1 – 1ère phrase de l’art. L. 424-5 du Code de l’urba. : « La décision de non-opposition à une déclaration préalable ou le permis de construire ou d’aménager ou de démolir, tacite ou explicite, ne peuvent être retirés que s’ils sont illégaux et dans le délai de 3 mois suivant la date de ces décisions ».

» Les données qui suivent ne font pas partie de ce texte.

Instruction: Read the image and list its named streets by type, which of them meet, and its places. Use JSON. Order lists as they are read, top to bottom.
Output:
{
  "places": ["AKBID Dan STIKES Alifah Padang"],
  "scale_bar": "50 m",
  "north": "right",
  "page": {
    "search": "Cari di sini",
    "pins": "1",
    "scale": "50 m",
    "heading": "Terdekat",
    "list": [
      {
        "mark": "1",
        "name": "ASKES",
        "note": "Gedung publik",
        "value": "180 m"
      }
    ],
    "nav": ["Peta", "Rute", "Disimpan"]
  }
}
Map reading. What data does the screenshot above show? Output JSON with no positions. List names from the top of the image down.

Articulation de l’article L. 424-5 du Code de l’urbanisme et des principes de motivation et de contradictoire du CRPA
Dans un arrêt du 30 décembre 2015, Société Polycom (req. n° 383.264), le Conseil d’Etat considère « qu’eu égard à la nature et aux effets [du] retrait [d’une autorisation d’urbanisme] le délai de 3 mois prévu par l’article L. 424-5 du Code de l’urbanisme oblige l’autorité administrative à mettre en œuvre cette décision de manière à éviter que le bénéficiaire du permis ne soit privé de cette garantie ».

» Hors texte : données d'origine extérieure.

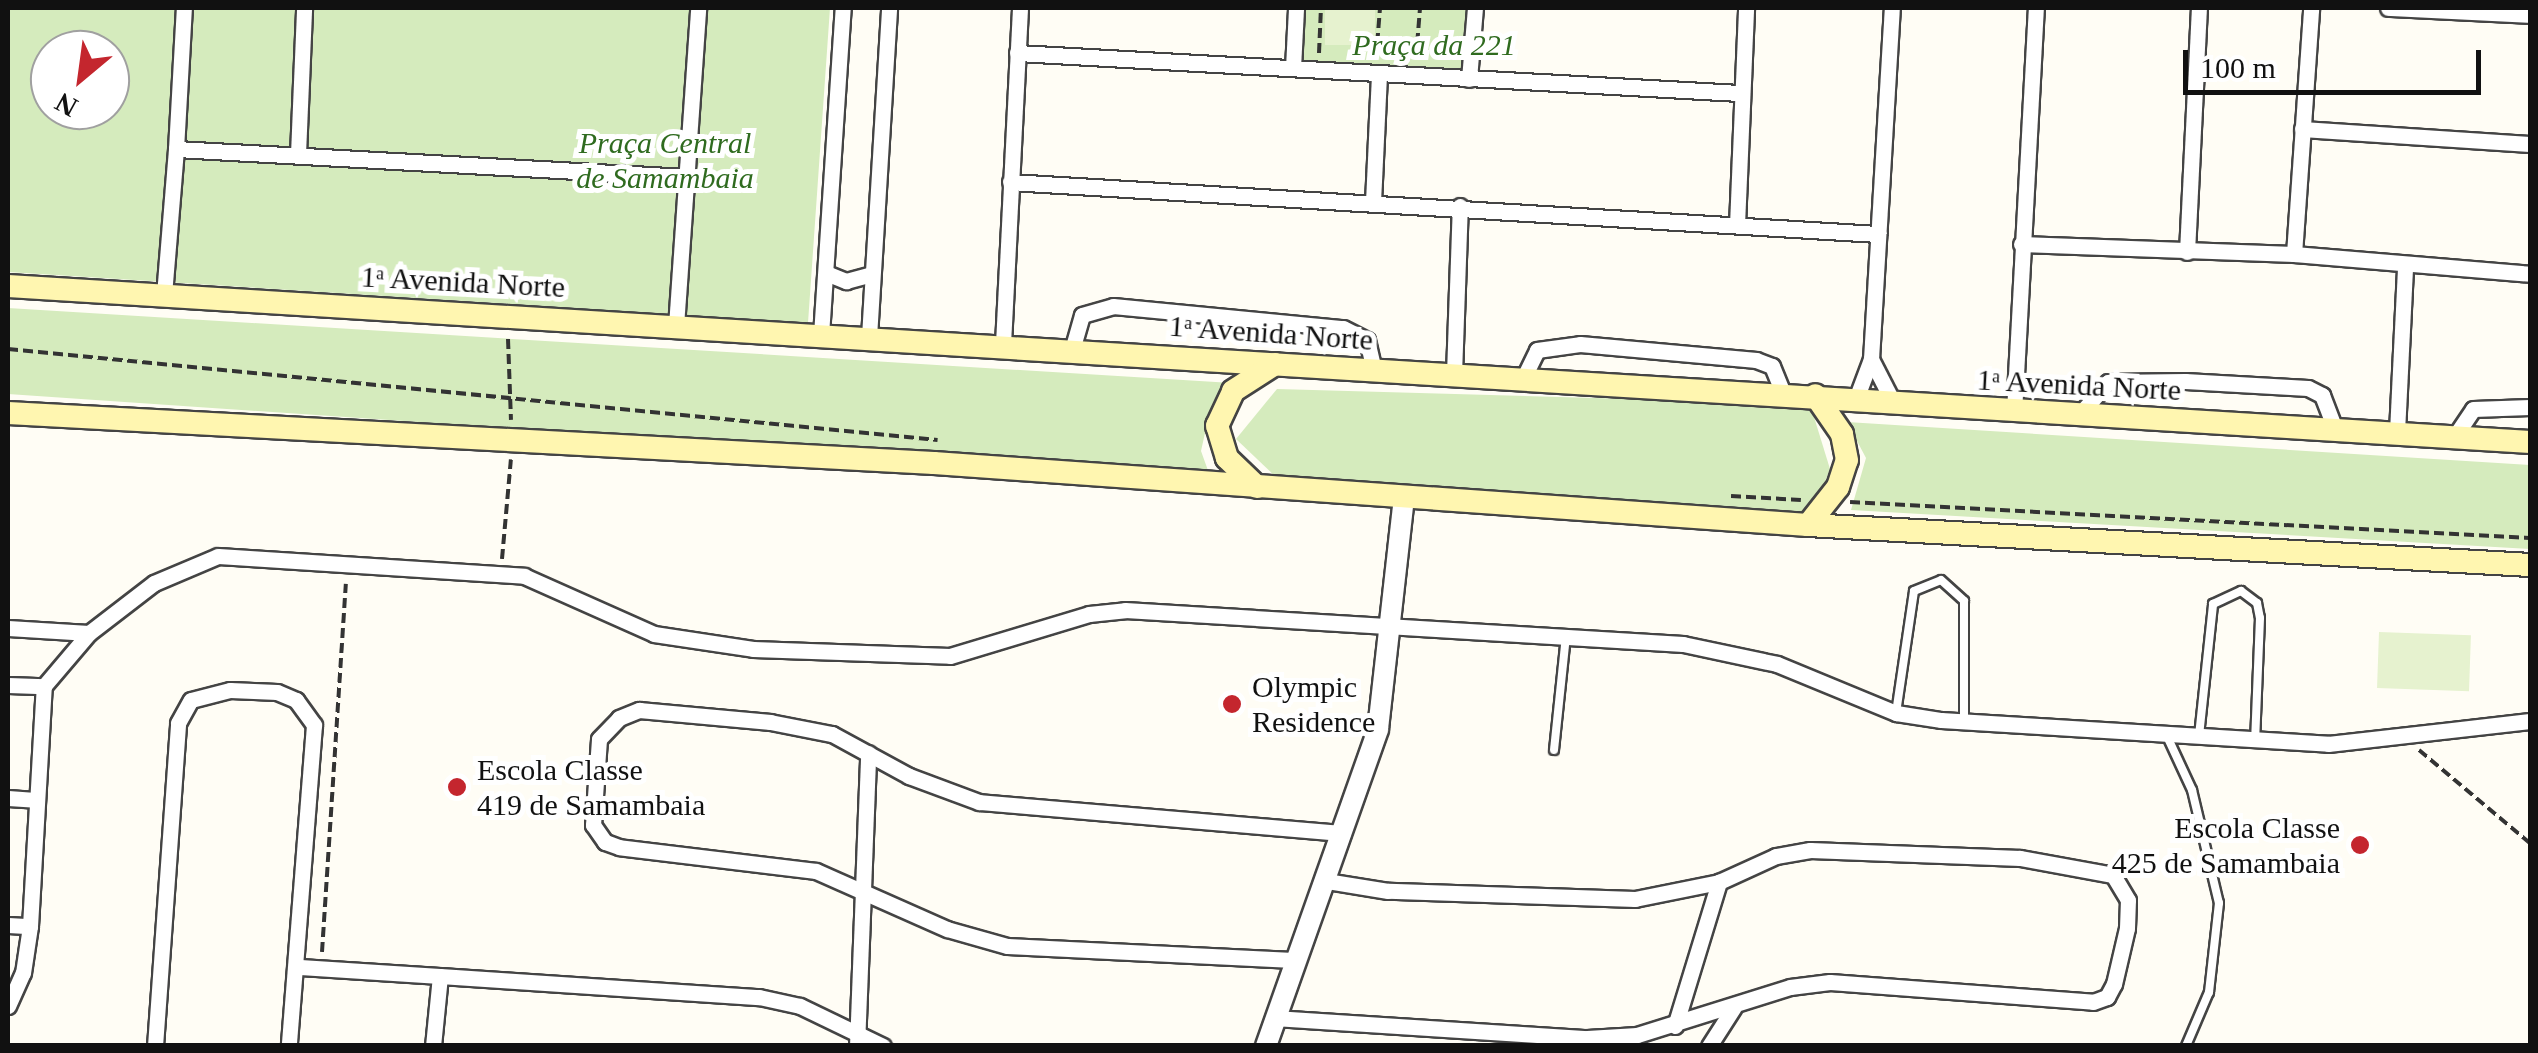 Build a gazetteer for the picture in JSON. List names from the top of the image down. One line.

Autrement dit, la régularité de la procédure suppose que, dans la période de 3 mois, l’autorité d’urbanisme offre au bénéficiaire de l’autorisation d’urbanisme devant être retirée un délai suffisant pour présenter ses observations.

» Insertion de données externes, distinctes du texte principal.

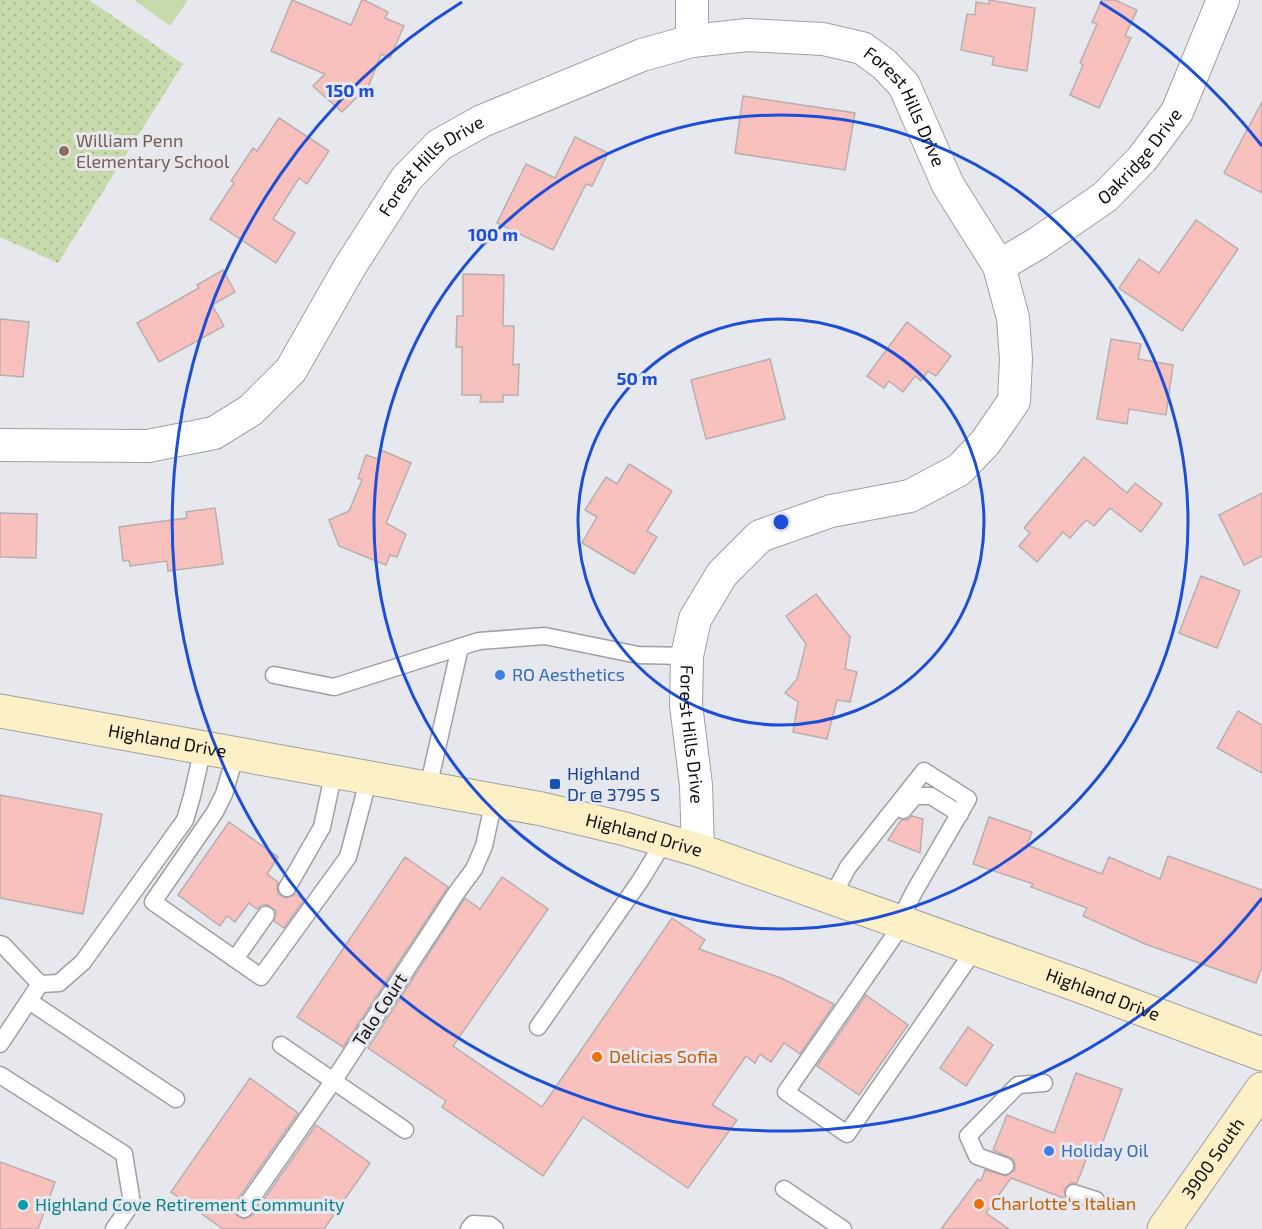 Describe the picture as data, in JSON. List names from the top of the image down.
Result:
{
  "streets": {
    "main road": ["Highland Drive", "3900 South"],
    "street": ["Forest Hills Drive", "Oakridge Drive"],
    "lane": ["Talo Court"]
  },
  "crossings": [
    ["Forest Hills Drive", "Oakridge Drive"],
    ["Forest Hills Drive", "Highland Drive"],
    ["Highland Drive", "Talo Court"]
  ],
  "places": {
    "other": [
      "William Penn Elementary School",
      "RO Aesthetics",
      "Delicias Sofia",
      "Holiday Oil",
      "Charlotte's Italian",
      "Highland Cove Retirement Community"
    ],
    "transit": ["Highland Dr @ 3795 S"]
  },
  "rings": ["150 m", "100 m", "50 m"]
}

Dans l’espèce soumise à son contrôle, le Conseil d’Etat considère que le Maire de la Commune de Hure a failli au respect du principe du contradictoire.
Par lettre recommandée avec accusé de réception (LRAR) le Maire informe la Société Polycom de son intention de retirer le permis de construire un bâtiment agricole à toiture photovoltaïque et lui impartit un délai de 10 jours pour présenter ses observations.
Jusque-là, tout va bien. La difficulté tient au point de départ du délai de 10 jours.
Selon le Conseil d’Etat, retenir la date à laquelle le pli (RAR) a été présenté au siège de la Société et non la date à laquelle le courrier (RAR) a effectivement été remis par La Poste à la Société – qui d’ailleurs « n’a pas négligé de venir retirer celui-ci à l’intérieur du délai de 15jours» prévu par l’article R. 1.1.6 du Code des postes et des communications électroniques – comme point de départ du délai de 10 jours d’observation révèle une violation du principe du contradictoire inhérent au retrait des autorisations d’urbanisme.
Le Conseil d’Etat annule donc, pour erreur de droit, l’arrêt de la Cour administrative d’appel de Bordeaux du 30 mai 2014 rejetant l’appel de la Société Polycom.